As of today the paperback versions of the VMware vSphere 5 Clustering Technical Deepdive is available at Amazon. We took the feedback into account when creating this book and are offering a Full Color version and a Black and White edition. Initially we planned to release an Ebook and a Full Color version only, but due to the high production cost associated with Full color publishing, we decided to add a Black and White edition to the line-up as well.
At this stage we do not have plans to produce any other formats. As this is self-publishing release we developed, edited and created everything from scratch. Writing and publishing a book based on new technology has serious impact on one’s life, reducing every social contact to a minimum even family life. As of this, our focus is not on releasing additional formats such as ibooks or Nook at this moment. Maybe at a later stage but VMworld is already knocking on our doors, so little time is left to spend some time with our families.
When producing the book, the page count rapidly exceeded 400 pages using the 4.1 HA and DRS layout. As many readers told us they loved the compactness of the book therefor our goal was to keep the page count increase to a minimum. Adjusting the inner margins of the book was the way to increase the amount of space available for the content. A tip for all who want to start publishing, start with getting accustomed to publisher jargon early in the game, this will save you many failed proof prints! We believe we got the right balance between white-space and content in the book, reducing the amount of pages while still offering the best reading experience. Nevertheless the number of pages grew from 219 to 348.
While writing the book, we received a lot of help and although Duncan listed all the people in his initial blog, I want to use take a moment to thank them again.
First of all I want to thank my co-author Duncan for his hard work creating content, but also spending countless hours on communication with engineering and management.
Anne Holler – DRS and SDRS engineer – Anne really went out of her way to help us understand the products. I frequently received long and elaborate replies regardless of time and day. Thanks Anne!
Next up is Doug – its number Frank not amounts! – Baer. I think most of the time Doug’s comments equaled the amount of content inside the documents. Your commitment to improve the book impressed us very much.
Gabriel Tarasuk-Levin for helping me understand the intricacies of vMotion.
A special thanks goes out to our technical reviewers and editors: Keith Farkas and Elisha Ziskind (HA Engineering), Irfan Ahmad and Rajesekar Shanmugam (DRS and SDRS Engineering), Puneet Zaroo (VMkernel scheduling), Ali Mashtizadeh and Doug Fawley and Divya Ranganathan (EVC Engineering). Thanks for keeping us honest and contributing to this book.

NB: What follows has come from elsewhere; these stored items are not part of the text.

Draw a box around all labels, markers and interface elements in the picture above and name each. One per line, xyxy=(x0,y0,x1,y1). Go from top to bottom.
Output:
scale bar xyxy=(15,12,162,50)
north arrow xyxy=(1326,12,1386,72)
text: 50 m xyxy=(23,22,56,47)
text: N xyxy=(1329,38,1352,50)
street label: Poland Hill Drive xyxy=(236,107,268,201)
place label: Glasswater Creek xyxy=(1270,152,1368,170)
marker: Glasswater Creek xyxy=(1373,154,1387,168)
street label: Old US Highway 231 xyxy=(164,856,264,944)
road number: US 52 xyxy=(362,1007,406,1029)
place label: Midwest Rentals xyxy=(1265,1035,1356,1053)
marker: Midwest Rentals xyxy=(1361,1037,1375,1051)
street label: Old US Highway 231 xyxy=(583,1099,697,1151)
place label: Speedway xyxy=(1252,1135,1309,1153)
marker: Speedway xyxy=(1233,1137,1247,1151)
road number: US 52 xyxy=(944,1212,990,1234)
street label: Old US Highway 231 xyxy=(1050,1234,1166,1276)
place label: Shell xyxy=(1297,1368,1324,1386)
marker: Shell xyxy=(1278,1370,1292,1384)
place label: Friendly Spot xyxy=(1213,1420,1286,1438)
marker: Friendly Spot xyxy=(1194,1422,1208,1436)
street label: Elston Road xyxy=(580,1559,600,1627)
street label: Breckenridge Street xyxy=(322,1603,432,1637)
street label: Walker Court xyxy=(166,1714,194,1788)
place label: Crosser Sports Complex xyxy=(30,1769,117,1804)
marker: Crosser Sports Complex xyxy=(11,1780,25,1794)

I want to thank VMware management team for supporting us on this project. Doug “VEEAM” Hazelman thanks for writing the foreword!
Availability
This weekend Amazon made both the black and white edition and the full color edition available. Amazon list the black and white edition as: VMware vSphere 5 Clustering Technical Deepdive (Volume 2) [Paperback], whereas the full color edition is listed with Full Color in its subtitle.
Or select the following links to go the desired product page:
Black and white paperback $29.95
Full Color paperback $49.95
For people interested in the ebook: VMware vSphere 5 Clustering Technical Deepdive (price might vary based on location)
If you prefer a European distributor, ComputerCollectief has both books available:
Black and White edition: http://www.comcol.nl/detail/74615.htm
Full Color edition: http://www.comcol.nl/detail/74616.htm
Pick it up, leave a comment and of course feel free to make those great mugshots again and ping them over via Facebook or our Twitter accounts! For those looking to buy in bulk (> 20) contact clusteringdeepdive@gmail.com.
Full color version of the new book?
If you are following us on twitter you may have seen some recent tweets regarding our forthcoming book. Duncan (@duncanyb) and I have already started work on a new version of the HA and DRS Technical Deepdive. The new book will cover HA and DRS topics for the upcoming vSphere release. We are also aiming to include information about SIOC and Storage DRS in this version.
We received a lot of feedback about the vSphere 4.1 book, one of the main themes was the lack of color in the diagrams. We plan to use a more suitable grayscale color combination in the next version, but we wondered if our readers would be interested in a full color copy of the upcoming book.
Obviously printing costs increase with full color printing and in addition, low volume cost of color printing can be quite high. We expect the price of the full color version to cost around $50 USD – $55 USD.
[poll id=”1″]
Setting Correct Percentage of Cluster Resources Reserved
vSphere introduced the HA admission control policy “Percentage of Cluster Resources Reserved”. This policy allows the user to specify a percentage of the total amount of available resources that will stay reserved to accommodate host failures. When using vSphere 4.1 this policy is the de facto recommended admission control policy as it avoids the conservative slots calculation method.
Reserved failover capacity
The HA Deepdive page explains in detail how the “percentage resources reserved” policy works, but to summarize; the CPU or memory capacity of the cluster is calculated as followed;The available capacity is the sum of all ESX hosts inside the cluster minus the virtualization overhead, multiplied by (1-percentage value).
For instance; a cluster exists out of 8 ESX hosts, each containing 70GB of available RAM. The percentage of cluster resources reserved is set to 20%. This leads to a cluster memory capacity of 448GB (70GB+70GB+70GB+70GB+70GB+70GB+70GB+70GB) * (1 – 20%). 112GB is reserved as failover capacity. Although the example zooms in on memory, the percentage set applies both CPU and memory resources.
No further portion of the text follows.